> **Brief**
Hunt for the word "textAlign" across the entries below, copying each line that holds it.

> **Input data**
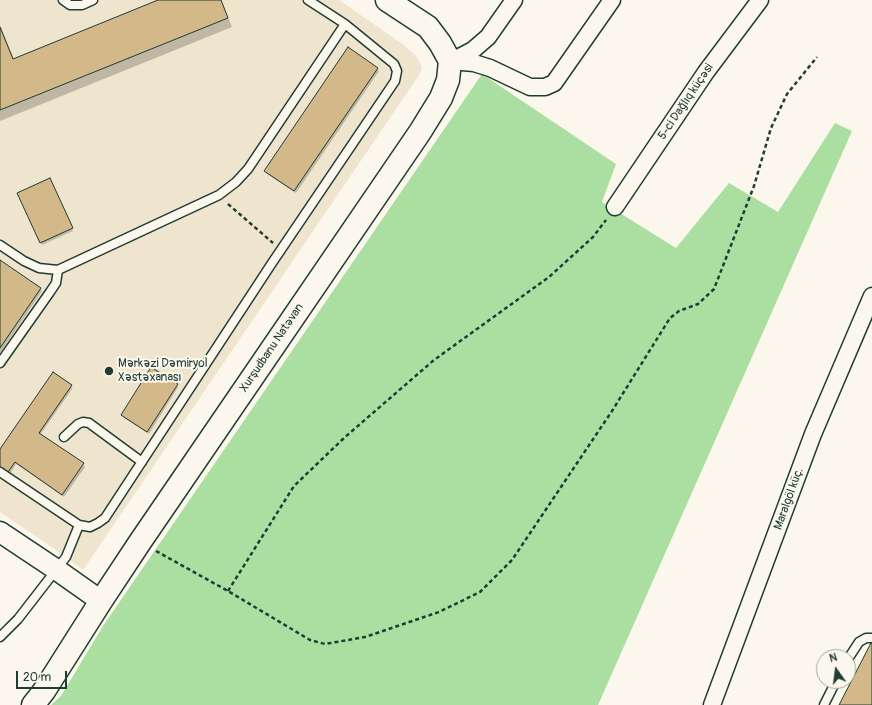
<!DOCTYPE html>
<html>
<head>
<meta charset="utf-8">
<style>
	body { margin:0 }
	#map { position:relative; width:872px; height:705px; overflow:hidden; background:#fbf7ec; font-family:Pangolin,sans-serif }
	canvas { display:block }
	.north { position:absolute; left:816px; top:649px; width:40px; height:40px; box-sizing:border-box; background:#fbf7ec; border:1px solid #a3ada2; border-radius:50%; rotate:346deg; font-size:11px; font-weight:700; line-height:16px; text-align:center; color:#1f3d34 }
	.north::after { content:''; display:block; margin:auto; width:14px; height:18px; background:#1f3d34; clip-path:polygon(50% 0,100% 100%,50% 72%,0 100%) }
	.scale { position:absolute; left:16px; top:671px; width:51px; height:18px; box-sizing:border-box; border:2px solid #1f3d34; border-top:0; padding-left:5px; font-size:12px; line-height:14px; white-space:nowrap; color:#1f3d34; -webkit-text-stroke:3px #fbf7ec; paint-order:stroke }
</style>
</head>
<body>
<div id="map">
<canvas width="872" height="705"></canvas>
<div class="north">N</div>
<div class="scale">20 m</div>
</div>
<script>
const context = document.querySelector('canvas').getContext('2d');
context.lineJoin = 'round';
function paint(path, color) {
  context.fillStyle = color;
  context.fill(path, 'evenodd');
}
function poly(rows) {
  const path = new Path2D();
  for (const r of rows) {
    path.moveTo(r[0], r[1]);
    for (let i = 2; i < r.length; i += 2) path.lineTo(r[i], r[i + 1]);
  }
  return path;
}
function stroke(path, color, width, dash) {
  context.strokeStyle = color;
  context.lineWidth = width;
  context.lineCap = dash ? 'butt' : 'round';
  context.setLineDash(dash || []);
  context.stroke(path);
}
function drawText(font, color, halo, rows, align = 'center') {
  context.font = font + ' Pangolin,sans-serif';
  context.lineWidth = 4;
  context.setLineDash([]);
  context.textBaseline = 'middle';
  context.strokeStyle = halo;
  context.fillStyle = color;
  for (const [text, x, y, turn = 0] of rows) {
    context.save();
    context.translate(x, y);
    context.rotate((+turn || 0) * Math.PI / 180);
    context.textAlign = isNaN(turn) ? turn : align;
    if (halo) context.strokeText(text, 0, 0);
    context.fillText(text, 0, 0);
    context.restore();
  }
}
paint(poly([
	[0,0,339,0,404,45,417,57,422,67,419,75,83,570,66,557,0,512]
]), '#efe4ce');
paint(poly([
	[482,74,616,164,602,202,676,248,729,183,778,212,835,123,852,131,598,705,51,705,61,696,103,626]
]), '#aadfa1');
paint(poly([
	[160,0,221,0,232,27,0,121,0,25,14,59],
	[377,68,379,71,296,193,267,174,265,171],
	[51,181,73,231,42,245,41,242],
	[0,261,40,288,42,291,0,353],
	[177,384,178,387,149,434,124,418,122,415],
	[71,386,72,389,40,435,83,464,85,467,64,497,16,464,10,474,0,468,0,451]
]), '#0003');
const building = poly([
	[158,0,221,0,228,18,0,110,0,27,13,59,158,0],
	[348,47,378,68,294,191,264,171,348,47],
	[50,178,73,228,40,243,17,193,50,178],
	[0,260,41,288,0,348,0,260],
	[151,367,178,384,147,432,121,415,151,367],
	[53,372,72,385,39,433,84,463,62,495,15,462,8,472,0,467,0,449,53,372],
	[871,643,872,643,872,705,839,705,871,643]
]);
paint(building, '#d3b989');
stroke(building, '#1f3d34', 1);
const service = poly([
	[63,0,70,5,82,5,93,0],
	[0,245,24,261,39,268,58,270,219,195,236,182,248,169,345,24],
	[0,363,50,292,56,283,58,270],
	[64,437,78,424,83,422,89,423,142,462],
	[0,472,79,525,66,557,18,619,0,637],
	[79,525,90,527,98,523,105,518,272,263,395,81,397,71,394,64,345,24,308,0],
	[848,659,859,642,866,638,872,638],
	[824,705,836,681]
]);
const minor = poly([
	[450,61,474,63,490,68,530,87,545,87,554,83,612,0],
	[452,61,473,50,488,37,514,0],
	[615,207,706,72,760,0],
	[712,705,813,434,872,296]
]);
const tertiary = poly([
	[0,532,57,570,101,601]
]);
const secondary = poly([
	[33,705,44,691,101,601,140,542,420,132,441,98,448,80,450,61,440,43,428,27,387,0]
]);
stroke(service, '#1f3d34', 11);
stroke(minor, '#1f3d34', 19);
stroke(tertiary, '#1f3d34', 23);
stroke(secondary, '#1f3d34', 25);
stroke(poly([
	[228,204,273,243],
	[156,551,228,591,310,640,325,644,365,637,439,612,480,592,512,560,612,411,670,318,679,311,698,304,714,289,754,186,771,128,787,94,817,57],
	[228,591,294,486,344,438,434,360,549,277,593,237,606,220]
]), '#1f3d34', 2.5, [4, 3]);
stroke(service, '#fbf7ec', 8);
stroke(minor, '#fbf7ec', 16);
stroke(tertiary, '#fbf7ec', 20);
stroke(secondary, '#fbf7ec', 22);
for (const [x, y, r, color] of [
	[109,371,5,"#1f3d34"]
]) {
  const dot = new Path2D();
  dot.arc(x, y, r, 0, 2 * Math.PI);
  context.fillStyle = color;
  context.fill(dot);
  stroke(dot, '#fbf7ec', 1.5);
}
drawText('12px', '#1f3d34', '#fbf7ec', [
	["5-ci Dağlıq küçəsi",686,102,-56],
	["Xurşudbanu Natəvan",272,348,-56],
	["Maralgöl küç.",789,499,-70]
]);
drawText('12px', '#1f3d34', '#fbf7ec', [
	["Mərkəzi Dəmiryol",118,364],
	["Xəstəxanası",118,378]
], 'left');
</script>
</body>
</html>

--

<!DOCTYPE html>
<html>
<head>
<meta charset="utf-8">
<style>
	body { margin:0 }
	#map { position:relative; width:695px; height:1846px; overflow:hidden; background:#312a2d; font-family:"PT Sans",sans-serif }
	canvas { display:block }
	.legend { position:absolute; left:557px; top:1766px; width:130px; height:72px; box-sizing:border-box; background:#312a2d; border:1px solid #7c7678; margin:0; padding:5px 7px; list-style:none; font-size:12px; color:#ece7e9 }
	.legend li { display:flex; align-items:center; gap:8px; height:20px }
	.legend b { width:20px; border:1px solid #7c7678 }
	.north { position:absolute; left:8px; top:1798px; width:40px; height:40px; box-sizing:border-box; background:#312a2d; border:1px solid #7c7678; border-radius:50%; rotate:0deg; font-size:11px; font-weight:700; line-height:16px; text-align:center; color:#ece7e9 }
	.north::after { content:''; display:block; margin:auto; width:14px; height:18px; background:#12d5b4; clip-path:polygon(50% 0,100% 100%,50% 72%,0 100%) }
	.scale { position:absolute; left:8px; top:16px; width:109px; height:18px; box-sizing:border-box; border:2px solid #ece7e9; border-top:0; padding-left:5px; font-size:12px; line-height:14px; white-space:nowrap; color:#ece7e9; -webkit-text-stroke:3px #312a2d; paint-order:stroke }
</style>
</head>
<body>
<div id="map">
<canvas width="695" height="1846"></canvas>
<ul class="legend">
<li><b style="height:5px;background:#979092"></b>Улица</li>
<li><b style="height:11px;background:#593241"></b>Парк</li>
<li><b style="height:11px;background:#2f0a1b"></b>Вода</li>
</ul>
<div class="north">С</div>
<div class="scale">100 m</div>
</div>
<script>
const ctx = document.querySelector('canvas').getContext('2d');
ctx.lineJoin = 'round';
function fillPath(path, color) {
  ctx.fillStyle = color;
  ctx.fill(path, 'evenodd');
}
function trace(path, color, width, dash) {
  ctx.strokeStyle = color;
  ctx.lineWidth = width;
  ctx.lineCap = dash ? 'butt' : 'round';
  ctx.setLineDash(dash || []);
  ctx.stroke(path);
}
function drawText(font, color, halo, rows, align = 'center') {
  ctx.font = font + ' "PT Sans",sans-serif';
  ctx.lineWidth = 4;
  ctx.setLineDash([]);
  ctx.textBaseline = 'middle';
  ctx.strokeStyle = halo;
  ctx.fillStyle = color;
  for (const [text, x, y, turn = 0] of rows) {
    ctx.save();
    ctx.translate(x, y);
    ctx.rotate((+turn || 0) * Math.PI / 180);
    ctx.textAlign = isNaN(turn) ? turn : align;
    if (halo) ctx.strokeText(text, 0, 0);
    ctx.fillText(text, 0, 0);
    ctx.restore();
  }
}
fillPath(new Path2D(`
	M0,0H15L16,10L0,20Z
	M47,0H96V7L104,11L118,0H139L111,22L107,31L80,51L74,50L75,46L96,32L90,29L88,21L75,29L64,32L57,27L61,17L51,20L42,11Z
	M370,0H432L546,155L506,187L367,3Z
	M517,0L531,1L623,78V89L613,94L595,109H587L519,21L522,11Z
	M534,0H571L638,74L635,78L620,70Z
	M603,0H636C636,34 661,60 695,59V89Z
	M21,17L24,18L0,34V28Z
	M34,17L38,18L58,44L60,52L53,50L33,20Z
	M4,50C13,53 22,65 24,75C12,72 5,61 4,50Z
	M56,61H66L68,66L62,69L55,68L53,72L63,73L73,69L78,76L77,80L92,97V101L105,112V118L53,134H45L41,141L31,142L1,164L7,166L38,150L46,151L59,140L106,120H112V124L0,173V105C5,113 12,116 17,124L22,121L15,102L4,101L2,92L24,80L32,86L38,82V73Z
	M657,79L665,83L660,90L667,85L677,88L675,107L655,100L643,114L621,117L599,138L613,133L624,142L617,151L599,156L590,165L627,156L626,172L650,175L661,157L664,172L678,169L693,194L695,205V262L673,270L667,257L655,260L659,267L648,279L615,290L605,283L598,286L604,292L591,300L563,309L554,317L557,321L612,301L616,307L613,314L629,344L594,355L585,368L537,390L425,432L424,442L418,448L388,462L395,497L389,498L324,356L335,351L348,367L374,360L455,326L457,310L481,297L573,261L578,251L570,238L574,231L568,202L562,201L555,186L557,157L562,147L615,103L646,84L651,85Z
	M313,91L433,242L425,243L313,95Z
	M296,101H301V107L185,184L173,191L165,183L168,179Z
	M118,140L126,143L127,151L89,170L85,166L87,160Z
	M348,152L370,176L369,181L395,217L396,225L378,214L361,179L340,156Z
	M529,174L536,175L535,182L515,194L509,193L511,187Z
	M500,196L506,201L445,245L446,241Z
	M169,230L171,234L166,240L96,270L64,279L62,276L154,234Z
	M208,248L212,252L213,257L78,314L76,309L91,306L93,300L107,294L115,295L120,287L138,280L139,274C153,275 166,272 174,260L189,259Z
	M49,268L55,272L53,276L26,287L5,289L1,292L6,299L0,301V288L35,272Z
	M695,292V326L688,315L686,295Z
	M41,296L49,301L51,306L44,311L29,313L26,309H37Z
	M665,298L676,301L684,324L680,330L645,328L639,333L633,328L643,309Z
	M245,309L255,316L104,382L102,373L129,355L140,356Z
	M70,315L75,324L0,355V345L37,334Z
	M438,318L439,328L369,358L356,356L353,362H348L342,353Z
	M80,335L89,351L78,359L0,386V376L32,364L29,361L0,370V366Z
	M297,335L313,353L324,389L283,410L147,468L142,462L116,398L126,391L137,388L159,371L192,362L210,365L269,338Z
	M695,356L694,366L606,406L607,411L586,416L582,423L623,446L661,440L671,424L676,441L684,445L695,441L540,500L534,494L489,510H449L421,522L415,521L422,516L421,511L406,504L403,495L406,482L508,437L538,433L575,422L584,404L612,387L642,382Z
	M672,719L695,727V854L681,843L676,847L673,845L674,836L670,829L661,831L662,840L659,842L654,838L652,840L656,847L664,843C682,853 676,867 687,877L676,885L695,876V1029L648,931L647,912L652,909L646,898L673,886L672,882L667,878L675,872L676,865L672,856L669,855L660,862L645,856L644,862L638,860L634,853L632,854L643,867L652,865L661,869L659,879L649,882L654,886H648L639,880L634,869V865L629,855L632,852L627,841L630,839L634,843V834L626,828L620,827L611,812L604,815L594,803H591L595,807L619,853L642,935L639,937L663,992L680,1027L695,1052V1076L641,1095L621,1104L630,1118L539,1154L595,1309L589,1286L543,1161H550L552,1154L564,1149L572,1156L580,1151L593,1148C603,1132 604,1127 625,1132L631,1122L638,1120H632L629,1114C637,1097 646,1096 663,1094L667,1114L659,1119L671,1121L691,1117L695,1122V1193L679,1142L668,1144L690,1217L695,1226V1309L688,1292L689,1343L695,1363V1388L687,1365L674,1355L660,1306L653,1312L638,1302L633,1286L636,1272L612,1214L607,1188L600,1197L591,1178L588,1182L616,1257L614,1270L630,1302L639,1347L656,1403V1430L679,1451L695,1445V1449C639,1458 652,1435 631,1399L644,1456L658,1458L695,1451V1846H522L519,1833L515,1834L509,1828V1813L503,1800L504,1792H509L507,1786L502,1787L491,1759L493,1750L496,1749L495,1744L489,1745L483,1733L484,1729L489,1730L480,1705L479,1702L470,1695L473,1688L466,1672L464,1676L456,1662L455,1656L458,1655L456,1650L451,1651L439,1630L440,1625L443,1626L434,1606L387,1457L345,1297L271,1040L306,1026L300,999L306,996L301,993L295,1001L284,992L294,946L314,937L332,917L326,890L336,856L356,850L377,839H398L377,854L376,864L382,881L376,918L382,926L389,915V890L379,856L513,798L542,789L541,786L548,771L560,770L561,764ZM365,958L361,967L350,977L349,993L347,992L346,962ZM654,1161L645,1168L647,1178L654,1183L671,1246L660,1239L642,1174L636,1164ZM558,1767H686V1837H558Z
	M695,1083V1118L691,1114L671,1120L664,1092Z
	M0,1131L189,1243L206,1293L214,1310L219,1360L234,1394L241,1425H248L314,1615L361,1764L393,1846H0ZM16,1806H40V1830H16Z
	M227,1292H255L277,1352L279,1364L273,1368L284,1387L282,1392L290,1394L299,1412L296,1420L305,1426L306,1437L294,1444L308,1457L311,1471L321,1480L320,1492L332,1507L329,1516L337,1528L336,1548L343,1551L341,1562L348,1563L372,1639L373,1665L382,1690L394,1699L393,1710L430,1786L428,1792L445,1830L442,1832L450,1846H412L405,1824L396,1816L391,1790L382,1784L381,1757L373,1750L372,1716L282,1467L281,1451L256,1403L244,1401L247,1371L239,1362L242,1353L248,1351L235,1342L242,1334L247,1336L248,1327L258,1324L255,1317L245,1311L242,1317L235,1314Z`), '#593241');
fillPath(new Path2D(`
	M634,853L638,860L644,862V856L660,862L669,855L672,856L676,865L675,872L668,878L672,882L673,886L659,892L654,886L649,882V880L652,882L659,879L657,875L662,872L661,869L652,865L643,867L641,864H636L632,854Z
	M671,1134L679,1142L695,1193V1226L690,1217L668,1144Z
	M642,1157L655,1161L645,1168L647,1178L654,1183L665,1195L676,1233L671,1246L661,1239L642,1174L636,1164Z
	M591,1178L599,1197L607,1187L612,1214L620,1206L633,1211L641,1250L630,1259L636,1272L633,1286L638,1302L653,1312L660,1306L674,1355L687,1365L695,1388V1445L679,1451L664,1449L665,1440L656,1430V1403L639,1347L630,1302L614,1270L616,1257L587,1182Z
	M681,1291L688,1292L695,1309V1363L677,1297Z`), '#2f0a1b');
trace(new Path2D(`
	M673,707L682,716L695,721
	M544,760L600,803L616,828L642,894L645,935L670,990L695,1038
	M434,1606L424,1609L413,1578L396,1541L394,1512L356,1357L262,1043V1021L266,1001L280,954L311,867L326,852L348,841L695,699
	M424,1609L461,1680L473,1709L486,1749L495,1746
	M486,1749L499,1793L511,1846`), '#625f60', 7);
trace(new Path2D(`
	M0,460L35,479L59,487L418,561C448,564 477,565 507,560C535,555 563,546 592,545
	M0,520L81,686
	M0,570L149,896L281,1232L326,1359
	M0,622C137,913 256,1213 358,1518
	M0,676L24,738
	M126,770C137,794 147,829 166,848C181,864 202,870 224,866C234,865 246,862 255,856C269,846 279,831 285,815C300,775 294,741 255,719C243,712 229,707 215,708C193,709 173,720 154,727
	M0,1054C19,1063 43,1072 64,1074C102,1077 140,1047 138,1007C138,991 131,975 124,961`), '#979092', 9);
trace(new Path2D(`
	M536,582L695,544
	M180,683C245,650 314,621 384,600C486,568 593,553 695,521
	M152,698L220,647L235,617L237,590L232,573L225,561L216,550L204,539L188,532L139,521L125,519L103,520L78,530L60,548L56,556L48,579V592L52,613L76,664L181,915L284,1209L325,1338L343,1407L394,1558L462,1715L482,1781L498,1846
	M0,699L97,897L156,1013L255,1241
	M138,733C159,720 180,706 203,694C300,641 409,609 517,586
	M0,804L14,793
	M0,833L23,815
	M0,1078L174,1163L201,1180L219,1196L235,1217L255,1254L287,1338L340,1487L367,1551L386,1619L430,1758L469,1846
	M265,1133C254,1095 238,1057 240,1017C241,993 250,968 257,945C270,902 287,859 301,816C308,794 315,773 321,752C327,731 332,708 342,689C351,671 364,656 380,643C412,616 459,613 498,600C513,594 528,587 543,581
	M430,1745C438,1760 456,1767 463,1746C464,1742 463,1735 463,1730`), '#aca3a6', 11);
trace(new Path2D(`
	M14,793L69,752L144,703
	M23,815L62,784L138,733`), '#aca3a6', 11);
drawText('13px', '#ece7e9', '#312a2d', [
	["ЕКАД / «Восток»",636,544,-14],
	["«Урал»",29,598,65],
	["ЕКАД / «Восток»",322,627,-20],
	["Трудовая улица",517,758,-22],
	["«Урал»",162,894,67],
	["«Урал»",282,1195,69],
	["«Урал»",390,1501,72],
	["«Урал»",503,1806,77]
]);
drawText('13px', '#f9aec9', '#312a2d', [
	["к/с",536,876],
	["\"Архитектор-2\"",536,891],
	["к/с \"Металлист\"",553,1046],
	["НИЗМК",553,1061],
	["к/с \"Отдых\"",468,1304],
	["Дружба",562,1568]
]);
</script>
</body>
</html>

> **Output of the task**
    context.textAlign = isNaN(turn) ? turn : align;
    ctx.textAlign = isNaN(turn) ? turn : align;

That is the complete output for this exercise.